[[ Dataset excerpts, beginning ]]

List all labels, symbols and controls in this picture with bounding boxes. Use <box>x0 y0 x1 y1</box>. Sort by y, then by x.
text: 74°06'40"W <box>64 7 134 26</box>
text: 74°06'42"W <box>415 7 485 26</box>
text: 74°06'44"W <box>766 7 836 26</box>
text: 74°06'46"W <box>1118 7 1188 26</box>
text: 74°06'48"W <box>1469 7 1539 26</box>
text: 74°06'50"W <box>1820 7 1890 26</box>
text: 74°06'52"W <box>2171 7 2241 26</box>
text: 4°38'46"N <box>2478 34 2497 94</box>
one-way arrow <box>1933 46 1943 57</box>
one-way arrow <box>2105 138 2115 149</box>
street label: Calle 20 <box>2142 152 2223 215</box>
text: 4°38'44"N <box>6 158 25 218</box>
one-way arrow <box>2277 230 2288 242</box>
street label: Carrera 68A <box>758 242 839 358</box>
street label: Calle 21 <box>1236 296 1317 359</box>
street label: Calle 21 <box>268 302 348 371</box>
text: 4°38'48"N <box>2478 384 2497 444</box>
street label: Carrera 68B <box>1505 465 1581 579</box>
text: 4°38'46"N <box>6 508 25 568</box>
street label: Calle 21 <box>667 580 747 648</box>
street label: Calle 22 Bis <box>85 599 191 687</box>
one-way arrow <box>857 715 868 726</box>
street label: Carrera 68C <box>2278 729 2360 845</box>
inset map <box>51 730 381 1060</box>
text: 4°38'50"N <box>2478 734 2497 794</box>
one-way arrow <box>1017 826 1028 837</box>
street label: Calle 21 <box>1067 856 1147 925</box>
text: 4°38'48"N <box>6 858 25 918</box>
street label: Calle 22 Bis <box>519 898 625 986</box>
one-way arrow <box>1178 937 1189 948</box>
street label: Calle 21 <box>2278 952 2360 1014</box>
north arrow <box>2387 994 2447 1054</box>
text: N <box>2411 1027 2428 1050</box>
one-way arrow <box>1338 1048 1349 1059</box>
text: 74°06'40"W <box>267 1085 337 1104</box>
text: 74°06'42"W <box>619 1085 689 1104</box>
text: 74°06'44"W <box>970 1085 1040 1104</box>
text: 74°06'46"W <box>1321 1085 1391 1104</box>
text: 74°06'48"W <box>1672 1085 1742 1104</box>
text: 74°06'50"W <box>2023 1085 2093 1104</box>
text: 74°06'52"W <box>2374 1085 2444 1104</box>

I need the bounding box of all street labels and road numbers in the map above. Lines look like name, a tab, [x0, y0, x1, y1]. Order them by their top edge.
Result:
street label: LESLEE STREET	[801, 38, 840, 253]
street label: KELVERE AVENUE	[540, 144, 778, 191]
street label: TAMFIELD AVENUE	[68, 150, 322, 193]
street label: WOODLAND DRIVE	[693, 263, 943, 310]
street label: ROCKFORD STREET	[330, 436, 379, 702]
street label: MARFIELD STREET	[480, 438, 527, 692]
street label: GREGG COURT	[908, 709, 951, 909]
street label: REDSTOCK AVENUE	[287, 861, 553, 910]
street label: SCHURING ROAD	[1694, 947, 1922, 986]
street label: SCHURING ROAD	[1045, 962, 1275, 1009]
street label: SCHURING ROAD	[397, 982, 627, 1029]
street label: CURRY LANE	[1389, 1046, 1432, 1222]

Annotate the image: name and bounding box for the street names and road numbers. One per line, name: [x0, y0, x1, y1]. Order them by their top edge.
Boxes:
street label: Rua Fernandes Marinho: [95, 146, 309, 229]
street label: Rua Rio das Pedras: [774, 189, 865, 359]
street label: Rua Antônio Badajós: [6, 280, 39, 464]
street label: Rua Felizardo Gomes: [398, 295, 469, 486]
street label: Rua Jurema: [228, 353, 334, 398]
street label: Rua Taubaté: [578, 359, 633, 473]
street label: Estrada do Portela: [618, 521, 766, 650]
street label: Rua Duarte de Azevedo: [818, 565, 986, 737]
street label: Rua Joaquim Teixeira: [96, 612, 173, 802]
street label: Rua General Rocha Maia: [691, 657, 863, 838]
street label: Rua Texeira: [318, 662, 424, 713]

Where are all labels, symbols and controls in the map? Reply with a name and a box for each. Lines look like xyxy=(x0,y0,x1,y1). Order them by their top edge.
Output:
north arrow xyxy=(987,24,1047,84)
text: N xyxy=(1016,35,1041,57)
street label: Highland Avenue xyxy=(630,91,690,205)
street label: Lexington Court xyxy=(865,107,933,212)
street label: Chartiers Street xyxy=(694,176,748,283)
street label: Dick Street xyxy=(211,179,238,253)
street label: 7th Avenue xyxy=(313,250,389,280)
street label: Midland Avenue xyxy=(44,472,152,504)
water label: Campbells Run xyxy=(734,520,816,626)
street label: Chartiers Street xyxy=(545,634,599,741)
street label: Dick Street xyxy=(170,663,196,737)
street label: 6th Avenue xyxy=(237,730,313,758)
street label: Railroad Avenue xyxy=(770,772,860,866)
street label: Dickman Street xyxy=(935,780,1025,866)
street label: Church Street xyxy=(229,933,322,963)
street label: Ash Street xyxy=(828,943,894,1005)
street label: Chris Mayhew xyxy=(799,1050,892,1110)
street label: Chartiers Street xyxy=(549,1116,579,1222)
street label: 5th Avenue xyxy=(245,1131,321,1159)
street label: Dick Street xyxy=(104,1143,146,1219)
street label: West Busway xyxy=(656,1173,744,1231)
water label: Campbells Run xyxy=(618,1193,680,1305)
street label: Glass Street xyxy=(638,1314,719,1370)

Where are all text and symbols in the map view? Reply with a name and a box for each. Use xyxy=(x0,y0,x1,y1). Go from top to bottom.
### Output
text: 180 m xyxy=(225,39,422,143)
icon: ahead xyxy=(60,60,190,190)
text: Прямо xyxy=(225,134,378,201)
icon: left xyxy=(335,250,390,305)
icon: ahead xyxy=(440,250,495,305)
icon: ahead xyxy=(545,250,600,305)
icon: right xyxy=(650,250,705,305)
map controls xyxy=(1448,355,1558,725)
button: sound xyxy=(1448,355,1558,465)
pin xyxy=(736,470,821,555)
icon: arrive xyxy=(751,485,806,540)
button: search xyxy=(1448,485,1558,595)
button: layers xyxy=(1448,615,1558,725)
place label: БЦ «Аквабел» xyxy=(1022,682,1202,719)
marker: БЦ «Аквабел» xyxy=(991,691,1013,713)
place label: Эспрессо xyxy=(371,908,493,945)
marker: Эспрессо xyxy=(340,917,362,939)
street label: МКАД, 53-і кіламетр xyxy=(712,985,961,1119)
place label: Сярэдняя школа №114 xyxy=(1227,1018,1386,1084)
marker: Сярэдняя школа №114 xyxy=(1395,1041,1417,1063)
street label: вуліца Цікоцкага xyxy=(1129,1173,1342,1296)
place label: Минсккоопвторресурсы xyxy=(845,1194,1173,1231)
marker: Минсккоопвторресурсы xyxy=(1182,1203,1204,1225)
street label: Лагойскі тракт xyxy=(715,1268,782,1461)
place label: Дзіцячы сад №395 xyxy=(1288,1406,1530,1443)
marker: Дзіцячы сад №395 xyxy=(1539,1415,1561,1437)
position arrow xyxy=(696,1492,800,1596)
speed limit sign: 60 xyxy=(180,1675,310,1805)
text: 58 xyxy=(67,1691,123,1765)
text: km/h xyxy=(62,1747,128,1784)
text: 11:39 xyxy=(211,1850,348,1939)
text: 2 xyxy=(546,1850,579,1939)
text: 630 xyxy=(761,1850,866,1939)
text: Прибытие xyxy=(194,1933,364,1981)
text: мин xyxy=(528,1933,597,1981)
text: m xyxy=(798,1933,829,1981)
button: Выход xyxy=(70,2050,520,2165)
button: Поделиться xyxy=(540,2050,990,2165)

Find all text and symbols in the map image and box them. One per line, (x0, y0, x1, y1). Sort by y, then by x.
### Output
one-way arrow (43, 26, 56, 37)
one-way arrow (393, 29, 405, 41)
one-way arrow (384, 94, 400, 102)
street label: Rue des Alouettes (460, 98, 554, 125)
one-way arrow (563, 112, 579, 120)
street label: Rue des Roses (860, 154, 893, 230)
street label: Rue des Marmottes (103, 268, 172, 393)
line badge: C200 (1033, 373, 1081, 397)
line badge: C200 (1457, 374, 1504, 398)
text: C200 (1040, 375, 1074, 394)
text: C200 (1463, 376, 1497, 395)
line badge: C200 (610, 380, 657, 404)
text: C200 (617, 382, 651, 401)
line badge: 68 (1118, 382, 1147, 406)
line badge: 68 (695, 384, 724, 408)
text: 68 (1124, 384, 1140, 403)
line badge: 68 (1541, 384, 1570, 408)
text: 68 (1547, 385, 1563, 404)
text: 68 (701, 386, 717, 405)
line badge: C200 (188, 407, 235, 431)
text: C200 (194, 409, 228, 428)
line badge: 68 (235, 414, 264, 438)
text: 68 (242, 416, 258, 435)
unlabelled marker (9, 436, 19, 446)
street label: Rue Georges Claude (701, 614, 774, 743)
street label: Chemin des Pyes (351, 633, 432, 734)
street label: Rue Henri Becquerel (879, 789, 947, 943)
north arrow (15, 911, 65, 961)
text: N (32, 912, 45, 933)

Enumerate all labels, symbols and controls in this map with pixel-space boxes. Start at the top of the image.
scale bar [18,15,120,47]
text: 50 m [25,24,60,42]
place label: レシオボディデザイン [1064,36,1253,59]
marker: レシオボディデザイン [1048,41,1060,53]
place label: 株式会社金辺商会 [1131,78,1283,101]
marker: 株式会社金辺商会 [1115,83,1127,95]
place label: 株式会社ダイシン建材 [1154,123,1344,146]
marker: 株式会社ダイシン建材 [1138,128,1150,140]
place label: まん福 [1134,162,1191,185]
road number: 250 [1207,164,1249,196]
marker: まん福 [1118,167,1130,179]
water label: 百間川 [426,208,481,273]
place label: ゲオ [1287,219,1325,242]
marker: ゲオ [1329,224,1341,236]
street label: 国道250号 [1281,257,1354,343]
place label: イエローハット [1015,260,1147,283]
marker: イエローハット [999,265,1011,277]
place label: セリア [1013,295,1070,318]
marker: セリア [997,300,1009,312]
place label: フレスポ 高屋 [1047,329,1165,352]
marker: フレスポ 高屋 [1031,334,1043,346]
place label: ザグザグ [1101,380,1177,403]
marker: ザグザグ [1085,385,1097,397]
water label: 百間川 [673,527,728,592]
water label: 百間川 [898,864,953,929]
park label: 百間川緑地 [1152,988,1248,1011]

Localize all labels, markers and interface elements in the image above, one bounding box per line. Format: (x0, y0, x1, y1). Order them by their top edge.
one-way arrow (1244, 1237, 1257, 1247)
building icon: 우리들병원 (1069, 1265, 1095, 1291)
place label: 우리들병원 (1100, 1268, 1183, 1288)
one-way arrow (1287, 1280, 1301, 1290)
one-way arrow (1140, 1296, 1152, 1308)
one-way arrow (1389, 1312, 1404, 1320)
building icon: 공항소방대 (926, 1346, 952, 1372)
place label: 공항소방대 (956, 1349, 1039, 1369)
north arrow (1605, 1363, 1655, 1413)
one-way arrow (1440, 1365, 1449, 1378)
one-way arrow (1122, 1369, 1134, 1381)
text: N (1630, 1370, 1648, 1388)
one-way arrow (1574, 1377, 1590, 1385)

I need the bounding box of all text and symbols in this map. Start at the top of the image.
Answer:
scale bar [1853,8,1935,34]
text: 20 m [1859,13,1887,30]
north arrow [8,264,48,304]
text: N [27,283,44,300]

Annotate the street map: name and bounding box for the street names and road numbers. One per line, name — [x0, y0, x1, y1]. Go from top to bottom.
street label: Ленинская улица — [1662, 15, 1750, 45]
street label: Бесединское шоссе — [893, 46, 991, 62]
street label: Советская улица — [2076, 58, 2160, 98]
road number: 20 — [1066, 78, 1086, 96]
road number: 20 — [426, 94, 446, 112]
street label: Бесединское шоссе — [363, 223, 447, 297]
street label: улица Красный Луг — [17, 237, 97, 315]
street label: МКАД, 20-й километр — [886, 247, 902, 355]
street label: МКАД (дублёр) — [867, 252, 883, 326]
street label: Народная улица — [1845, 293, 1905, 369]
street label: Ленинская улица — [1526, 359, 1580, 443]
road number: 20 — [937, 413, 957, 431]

[[ Dataset excerpts, end ]]

What is being asked -
Please copy every line of the records above in which "north" appears.

Response area -
north arrow <box>2387 994 2447 1054</box>
north arrow xyxy=(987,24,1047,84)
north arrow (15, 911, 65, 961)
north arrow (1605, 1363, 1655, 1413)
north arrow [8,264,48,304]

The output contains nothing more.